BRIEF: Spot each line in the records below where the word "building" occurs, then copy it.

DATASET:
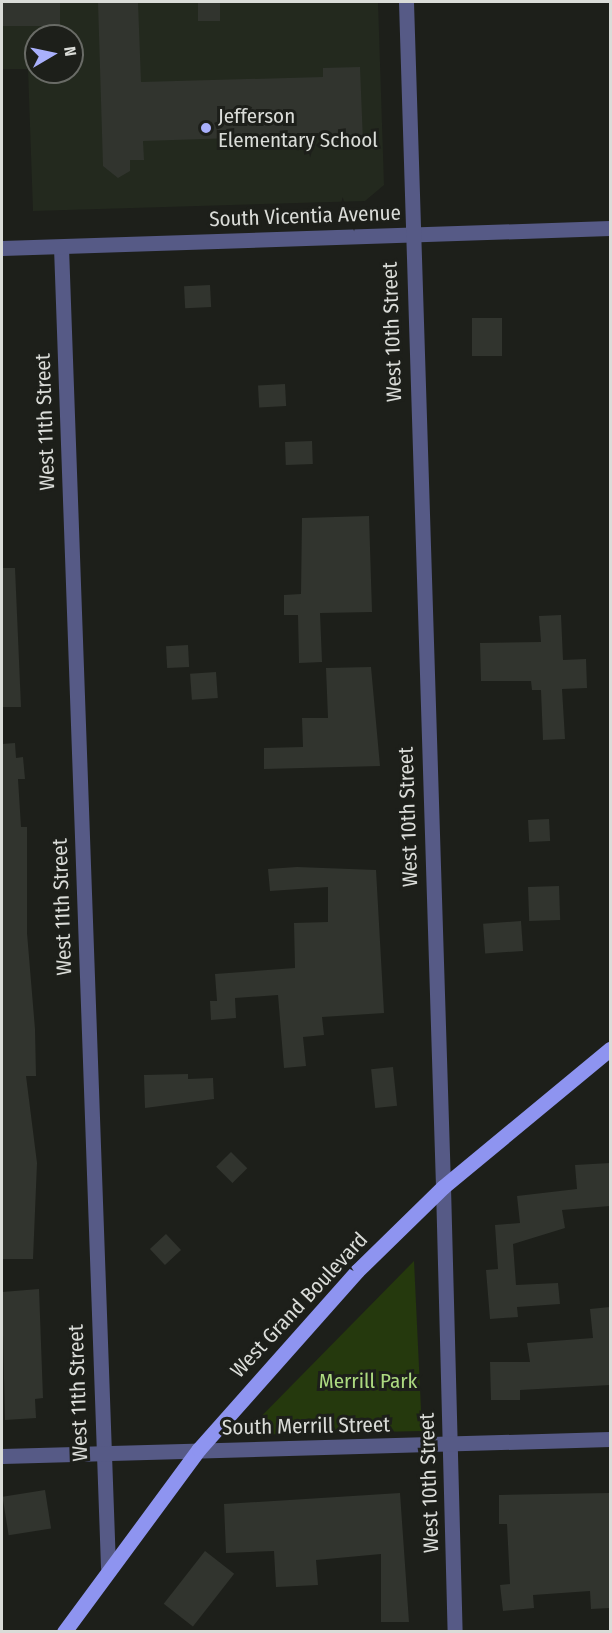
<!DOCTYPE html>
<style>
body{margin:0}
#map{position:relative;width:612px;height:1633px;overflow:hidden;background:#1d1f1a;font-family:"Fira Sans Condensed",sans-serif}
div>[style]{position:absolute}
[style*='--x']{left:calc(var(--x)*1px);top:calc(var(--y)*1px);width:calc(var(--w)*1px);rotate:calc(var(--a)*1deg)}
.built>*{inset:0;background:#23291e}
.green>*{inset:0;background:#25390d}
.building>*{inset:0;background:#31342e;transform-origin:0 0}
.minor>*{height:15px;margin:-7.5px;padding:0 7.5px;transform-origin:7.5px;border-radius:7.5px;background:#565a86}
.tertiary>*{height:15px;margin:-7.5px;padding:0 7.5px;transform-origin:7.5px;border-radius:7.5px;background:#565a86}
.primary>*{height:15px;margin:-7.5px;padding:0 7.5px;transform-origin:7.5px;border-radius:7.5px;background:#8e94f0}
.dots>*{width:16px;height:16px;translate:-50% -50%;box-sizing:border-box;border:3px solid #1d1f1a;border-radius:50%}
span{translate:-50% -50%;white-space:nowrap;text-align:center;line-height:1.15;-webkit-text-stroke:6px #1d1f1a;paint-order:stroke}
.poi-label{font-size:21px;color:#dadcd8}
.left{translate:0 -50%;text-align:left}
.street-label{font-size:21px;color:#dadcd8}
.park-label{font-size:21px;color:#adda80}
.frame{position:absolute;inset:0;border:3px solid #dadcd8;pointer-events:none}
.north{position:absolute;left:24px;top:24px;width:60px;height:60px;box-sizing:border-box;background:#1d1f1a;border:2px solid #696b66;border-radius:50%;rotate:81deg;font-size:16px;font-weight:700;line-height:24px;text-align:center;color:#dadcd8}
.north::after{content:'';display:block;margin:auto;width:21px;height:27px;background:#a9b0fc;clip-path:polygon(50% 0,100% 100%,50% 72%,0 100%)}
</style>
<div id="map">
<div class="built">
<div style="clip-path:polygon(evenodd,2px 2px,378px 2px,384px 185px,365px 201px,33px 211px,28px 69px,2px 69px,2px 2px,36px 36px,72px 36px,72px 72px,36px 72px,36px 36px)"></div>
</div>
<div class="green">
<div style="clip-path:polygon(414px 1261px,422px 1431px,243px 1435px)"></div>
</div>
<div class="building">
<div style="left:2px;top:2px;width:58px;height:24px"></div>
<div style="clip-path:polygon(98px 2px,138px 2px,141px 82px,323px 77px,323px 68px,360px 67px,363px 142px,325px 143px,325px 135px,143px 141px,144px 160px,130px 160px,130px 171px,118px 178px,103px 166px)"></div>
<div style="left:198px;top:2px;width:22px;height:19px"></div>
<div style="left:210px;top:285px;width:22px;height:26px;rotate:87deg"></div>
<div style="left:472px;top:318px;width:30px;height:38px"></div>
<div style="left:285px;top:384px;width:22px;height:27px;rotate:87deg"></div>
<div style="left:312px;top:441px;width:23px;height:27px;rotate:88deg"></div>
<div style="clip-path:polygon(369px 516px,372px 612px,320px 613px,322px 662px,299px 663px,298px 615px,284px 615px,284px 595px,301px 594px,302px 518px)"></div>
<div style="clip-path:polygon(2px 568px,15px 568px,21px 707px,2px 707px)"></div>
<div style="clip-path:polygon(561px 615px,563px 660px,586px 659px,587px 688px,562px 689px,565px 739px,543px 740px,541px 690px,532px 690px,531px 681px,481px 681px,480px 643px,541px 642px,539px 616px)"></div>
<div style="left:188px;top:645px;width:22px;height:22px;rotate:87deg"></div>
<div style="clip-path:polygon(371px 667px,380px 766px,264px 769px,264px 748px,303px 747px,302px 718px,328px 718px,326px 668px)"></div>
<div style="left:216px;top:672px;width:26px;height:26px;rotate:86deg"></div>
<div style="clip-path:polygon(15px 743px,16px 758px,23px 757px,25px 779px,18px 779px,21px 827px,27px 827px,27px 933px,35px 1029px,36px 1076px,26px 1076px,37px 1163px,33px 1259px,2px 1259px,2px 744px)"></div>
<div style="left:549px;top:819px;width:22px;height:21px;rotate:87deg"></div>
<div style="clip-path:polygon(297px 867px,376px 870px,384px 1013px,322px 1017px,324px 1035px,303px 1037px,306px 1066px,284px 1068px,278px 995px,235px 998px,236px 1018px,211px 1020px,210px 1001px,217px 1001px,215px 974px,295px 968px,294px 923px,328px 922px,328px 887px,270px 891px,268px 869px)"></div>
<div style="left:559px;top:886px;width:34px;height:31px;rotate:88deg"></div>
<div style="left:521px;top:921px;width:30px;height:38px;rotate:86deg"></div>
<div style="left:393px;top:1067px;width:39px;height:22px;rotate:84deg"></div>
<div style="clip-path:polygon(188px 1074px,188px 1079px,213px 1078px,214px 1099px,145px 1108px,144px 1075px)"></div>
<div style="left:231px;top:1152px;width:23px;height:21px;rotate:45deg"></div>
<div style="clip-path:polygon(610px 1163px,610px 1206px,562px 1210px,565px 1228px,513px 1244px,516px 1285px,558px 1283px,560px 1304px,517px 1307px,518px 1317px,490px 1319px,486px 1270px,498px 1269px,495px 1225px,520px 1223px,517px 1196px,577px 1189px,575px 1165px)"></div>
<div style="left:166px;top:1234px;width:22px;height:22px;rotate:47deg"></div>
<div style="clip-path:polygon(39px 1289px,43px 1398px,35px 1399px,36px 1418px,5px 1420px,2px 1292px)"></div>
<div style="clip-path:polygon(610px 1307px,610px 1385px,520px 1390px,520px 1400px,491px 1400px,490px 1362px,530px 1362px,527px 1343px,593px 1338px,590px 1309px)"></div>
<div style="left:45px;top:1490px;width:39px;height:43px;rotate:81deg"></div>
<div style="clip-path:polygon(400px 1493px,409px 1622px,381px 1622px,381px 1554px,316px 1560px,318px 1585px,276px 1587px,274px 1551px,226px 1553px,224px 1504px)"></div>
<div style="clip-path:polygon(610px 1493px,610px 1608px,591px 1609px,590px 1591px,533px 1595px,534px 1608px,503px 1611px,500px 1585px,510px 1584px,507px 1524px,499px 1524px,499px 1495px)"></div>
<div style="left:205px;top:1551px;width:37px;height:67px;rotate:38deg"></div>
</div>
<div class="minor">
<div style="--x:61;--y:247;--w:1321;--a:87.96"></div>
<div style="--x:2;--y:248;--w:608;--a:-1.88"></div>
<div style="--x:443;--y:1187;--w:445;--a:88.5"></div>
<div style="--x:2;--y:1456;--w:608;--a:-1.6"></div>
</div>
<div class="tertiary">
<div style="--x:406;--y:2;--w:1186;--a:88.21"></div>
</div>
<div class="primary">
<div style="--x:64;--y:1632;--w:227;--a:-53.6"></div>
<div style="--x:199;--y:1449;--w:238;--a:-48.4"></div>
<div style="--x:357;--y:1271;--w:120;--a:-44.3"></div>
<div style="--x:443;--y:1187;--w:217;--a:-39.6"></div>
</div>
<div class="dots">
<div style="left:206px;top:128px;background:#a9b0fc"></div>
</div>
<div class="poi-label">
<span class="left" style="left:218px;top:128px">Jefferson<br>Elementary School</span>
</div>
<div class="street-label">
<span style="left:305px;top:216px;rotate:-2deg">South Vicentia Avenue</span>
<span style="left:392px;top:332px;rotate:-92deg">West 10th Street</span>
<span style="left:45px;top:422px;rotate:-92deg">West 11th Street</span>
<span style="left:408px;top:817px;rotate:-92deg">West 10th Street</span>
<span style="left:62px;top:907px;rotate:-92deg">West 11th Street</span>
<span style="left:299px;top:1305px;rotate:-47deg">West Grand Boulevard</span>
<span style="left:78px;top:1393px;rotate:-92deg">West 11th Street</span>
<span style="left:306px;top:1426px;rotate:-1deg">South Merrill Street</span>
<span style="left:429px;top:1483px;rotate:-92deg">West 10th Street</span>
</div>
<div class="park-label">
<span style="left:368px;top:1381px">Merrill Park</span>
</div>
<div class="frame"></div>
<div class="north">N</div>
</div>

RESULT BELOW:
.building>*{inset:0;background:#31342e;transform-origin:0 0}
<div class="building">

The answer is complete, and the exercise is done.